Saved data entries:

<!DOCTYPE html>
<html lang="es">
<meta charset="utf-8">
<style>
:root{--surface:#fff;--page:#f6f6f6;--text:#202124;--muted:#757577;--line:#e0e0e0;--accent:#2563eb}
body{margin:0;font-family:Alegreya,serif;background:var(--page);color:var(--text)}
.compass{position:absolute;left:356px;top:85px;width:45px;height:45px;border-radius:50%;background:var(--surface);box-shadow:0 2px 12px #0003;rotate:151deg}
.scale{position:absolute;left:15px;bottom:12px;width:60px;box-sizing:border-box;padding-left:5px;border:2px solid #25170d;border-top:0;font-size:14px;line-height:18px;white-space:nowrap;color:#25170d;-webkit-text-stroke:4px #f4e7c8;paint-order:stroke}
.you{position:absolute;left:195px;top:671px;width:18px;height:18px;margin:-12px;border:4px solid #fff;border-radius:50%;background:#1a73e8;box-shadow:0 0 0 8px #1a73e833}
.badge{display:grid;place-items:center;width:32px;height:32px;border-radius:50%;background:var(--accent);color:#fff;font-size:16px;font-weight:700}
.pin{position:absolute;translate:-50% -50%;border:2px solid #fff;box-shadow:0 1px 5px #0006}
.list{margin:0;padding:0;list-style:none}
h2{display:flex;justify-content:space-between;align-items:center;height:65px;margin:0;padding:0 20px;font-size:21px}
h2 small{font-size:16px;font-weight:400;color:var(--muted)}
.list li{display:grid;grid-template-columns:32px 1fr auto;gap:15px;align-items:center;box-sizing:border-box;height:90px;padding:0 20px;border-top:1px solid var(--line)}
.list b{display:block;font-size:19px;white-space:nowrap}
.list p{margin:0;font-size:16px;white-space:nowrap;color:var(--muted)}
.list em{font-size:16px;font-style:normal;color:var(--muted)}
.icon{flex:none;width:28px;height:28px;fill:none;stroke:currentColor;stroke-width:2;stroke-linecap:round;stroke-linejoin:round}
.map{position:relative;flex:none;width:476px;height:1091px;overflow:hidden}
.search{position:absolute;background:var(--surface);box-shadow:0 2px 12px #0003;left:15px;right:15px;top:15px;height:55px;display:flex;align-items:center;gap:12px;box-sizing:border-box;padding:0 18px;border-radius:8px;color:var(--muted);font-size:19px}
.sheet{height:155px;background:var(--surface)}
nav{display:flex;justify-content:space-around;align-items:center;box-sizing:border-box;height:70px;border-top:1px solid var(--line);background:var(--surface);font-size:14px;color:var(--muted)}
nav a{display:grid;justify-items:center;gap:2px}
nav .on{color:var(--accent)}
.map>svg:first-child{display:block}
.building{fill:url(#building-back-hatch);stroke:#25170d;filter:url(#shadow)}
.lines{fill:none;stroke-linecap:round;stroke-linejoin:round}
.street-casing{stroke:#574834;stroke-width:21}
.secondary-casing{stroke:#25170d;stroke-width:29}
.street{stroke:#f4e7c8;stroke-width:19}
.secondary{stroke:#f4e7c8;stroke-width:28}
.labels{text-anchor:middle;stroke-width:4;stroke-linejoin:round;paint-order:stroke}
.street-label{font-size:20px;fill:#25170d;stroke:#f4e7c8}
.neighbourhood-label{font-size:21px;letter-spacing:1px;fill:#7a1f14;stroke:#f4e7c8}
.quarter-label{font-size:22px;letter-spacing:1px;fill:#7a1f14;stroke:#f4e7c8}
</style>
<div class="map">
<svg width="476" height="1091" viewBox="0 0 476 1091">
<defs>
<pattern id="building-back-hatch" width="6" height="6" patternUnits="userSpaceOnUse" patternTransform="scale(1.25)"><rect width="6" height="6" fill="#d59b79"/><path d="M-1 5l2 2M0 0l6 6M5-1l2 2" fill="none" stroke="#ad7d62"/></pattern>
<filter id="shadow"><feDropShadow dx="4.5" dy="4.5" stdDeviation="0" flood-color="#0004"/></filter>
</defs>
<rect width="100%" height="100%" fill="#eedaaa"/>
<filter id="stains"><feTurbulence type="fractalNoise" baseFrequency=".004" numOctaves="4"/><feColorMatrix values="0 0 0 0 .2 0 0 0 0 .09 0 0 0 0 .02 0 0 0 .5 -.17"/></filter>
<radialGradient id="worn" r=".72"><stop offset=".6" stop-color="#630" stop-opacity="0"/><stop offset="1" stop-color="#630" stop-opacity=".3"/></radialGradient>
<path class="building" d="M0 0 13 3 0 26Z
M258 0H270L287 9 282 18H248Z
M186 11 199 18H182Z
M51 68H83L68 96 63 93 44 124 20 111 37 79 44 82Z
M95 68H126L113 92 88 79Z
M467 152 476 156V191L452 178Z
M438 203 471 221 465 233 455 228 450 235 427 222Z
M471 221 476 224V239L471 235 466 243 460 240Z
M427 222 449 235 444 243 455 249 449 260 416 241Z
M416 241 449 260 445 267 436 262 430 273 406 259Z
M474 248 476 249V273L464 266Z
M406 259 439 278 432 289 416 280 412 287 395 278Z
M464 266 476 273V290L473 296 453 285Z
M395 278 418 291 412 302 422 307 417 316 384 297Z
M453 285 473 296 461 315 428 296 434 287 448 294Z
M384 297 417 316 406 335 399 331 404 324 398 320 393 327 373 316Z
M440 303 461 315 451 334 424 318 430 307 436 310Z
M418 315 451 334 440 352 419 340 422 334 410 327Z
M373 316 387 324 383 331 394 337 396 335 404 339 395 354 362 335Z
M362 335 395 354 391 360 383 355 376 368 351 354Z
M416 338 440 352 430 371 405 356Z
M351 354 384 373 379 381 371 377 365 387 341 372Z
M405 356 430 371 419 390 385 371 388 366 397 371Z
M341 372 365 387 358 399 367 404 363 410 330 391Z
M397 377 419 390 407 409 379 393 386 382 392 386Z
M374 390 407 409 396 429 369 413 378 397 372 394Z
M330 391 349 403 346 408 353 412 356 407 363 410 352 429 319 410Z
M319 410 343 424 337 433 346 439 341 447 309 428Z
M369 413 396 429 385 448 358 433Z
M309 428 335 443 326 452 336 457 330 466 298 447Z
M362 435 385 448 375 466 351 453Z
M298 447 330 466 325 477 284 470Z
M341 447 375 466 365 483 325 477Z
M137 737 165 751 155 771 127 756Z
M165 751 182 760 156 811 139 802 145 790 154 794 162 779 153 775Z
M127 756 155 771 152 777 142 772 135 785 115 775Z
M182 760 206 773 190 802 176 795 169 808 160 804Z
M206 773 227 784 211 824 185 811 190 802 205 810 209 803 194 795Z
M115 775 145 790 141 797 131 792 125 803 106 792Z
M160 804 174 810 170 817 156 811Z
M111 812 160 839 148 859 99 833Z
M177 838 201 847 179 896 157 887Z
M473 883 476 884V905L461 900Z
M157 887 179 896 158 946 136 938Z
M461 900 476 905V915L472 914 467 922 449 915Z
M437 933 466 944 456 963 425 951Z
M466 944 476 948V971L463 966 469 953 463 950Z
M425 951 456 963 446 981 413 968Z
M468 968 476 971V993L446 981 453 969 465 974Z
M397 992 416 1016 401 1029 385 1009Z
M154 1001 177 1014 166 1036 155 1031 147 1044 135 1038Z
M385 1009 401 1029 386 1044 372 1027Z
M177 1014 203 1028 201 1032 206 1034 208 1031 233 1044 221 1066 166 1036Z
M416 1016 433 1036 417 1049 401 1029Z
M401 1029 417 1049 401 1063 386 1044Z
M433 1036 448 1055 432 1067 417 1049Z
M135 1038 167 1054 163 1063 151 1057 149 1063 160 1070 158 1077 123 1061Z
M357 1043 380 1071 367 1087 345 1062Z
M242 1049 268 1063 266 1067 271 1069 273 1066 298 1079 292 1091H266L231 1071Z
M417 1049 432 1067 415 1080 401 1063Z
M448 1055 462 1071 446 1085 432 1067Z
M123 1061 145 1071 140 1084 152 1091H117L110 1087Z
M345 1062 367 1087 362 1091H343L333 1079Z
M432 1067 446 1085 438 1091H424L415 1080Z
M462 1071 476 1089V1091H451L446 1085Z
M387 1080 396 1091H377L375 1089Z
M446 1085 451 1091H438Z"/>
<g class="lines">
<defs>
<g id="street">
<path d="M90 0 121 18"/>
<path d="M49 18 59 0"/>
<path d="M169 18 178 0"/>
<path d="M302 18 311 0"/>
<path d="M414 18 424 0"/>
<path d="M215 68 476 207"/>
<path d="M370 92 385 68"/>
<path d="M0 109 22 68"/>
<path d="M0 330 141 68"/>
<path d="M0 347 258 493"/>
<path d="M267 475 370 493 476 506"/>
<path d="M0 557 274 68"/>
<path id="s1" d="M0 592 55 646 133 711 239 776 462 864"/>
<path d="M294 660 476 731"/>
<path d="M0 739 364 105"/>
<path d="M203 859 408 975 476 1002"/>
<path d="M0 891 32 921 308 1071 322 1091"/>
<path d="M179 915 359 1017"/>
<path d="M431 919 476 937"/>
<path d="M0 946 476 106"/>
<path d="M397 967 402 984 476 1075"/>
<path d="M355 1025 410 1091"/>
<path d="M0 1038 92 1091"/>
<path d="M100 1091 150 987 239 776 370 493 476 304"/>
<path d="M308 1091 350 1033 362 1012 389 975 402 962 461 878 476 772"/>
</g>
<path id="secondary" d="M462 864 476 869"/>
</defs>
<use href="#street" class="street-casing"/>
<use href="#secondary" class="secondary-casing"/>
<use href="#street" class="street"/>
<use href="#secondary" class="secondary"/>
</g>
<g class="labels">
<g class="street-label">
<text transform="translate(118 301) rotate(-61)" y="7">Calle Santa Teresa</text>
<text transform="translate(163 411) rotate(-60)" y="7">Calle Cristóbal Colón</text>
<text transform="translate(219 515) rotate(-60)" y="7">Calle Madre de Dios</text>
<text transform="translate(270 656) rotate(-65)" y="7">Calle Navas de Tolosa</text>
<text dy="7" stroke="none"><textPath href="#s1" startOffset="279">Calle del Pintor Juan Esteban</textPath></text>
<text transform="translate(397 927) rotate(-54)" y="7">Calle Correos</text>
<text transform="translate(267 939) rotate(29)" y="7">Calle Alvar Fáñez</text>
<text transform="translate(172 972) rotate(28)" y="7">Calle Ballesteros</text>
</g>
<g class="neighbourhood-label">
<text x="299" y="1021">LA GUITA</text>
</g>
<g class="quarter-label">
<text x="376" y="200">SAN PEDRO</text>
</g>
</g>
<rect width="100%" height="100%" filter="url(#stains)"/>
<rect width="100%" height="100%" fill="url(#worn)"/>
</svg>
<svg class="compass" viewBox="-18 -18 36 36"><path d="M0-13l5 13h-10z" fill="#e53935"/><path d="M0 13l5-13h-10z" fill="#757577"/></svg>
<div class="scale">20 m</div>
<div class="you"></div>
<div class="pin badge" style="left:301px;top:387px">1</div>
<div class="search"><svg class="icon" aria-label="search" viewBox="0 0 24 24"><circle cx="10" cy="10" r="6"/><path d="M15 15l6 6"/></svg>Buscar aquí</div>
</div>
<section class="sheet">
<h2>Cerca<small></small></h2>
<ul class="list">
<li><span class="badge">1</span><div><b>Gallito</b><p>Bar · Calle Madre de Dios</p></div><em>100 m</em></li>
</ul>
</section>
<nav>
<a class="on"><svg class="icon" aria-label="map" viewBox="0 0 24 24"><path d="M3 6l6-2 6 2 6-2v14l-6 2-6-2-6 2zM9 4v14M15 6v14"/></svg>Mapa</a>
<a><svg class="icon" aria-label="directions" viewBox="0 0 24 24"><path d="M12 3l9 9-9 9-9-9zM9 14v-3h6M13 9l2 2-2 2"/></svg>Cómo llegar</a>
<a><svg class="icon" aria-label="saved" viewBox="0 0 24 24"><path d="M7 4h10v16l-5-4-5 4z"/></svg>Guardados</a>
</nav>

Task goal: All lines above that include the word "linecap" must be copied into the answer.

Response:
.icon{flex:none;width:28px;height:28px;fill:none;stroke:currentColor;stroke-width:2;stroke-linecap:round;stroke-linejoin:round}
.lines{fill:none;stroke-linecap:round;stroke-linejoin:round}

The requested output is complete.